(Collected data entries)
----------------

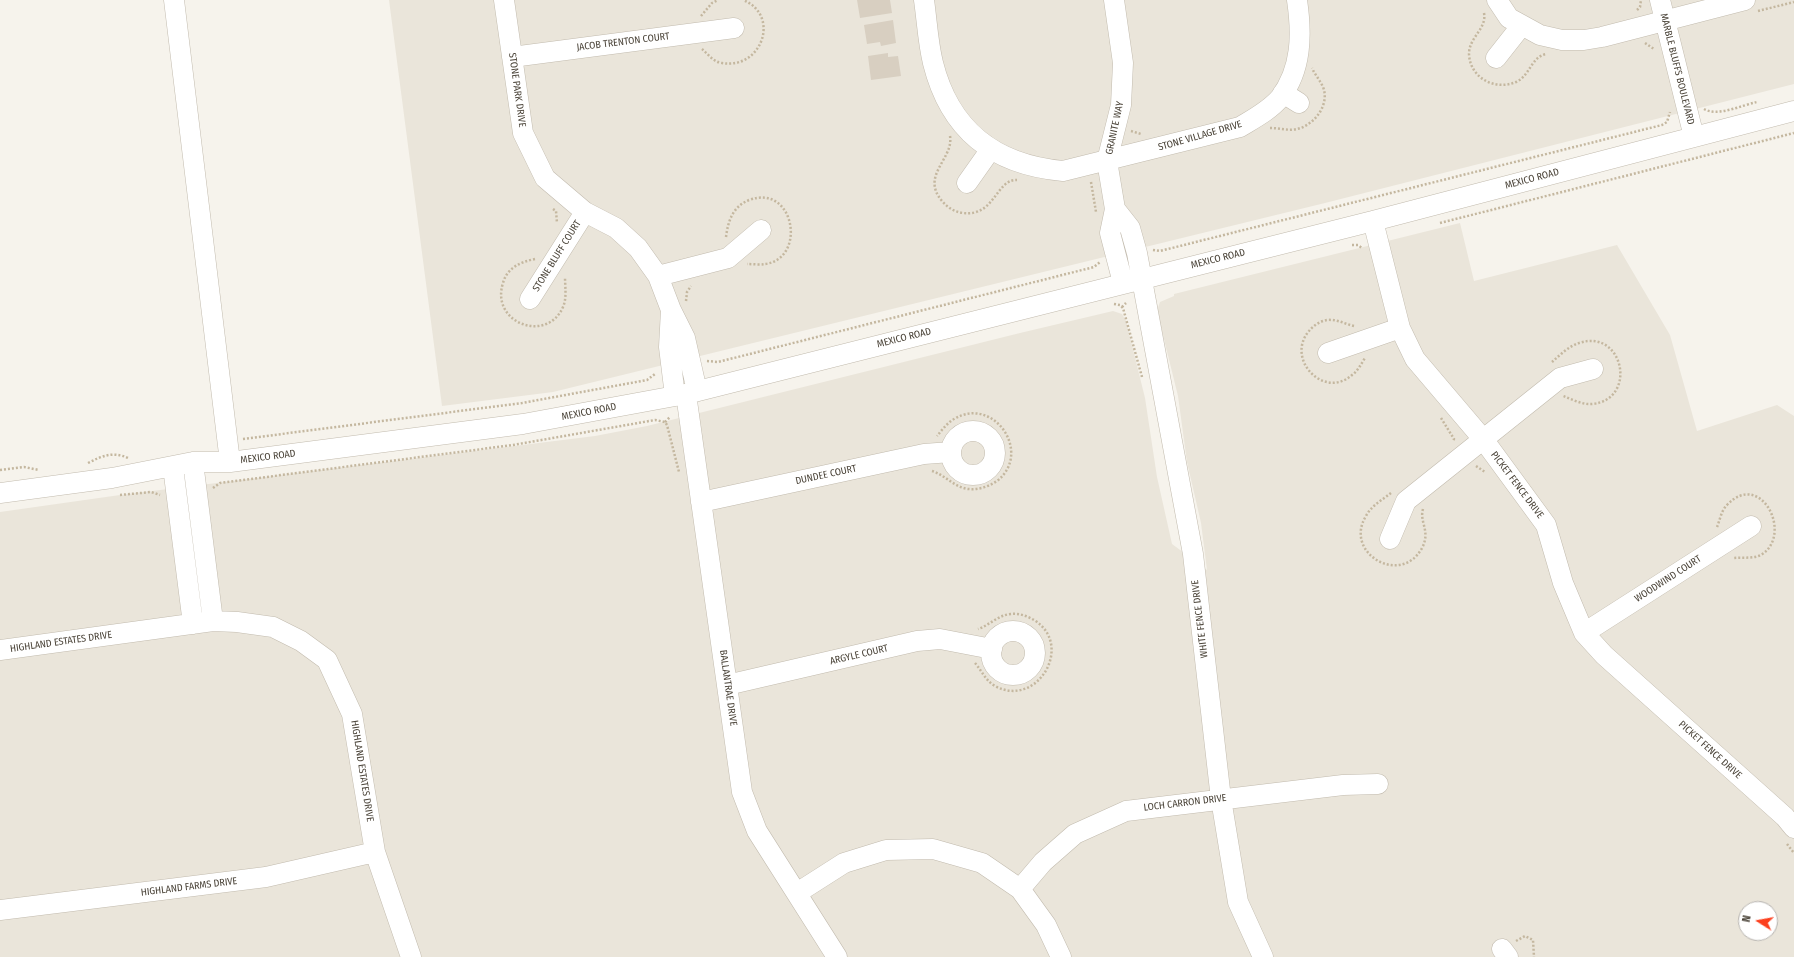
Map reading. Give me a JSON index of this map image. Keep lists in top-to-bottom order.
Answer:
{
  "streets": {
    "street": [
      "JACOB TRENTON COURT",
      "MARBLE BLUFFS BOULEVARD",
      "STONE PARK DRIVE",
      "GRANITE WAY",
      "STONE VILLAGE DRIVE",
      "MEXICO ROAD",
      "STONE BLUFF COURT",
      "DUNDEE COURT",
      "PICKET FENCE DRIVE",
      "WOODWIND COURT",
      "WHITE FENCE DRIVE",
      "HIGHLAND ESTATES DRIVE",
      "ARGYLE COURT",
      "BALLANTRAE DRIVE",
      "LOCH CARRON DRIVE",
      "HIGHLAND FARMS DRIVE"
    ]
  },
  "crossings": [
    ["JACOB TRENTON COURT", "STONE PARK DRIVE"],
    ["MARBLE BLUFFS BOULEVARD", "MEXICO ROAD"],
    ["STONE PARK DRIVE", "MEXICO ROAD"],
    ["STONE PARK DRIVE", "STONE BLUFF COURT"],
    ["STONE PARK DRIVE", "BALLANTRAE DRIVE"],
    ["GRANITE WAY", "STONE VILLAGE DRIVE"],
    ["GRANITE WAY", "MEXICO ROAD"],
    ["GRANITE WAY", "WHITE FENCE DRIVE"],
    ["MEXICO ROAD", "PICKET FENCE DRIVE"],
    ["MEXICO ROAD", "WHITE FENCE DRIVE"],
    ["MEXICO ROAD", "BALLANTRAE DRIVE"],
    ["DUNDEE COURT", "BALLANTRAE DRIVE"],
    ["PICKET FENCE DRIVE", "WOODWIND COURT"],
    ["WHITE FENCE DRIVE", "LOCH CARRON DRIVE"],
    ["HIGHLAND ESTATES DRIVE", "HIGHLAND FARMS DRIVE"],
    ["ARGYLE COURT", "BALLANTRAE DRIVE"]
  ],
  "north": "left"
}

----------------

*How to complete this task:* Please list every line of the records that contains "MARBLE".

*Exercise answer:*
      "MARBLE BLUFFS BOULEVARD",
    ["MARBLE BLUFFS BOULEVARD", "MEXICO ROAD"],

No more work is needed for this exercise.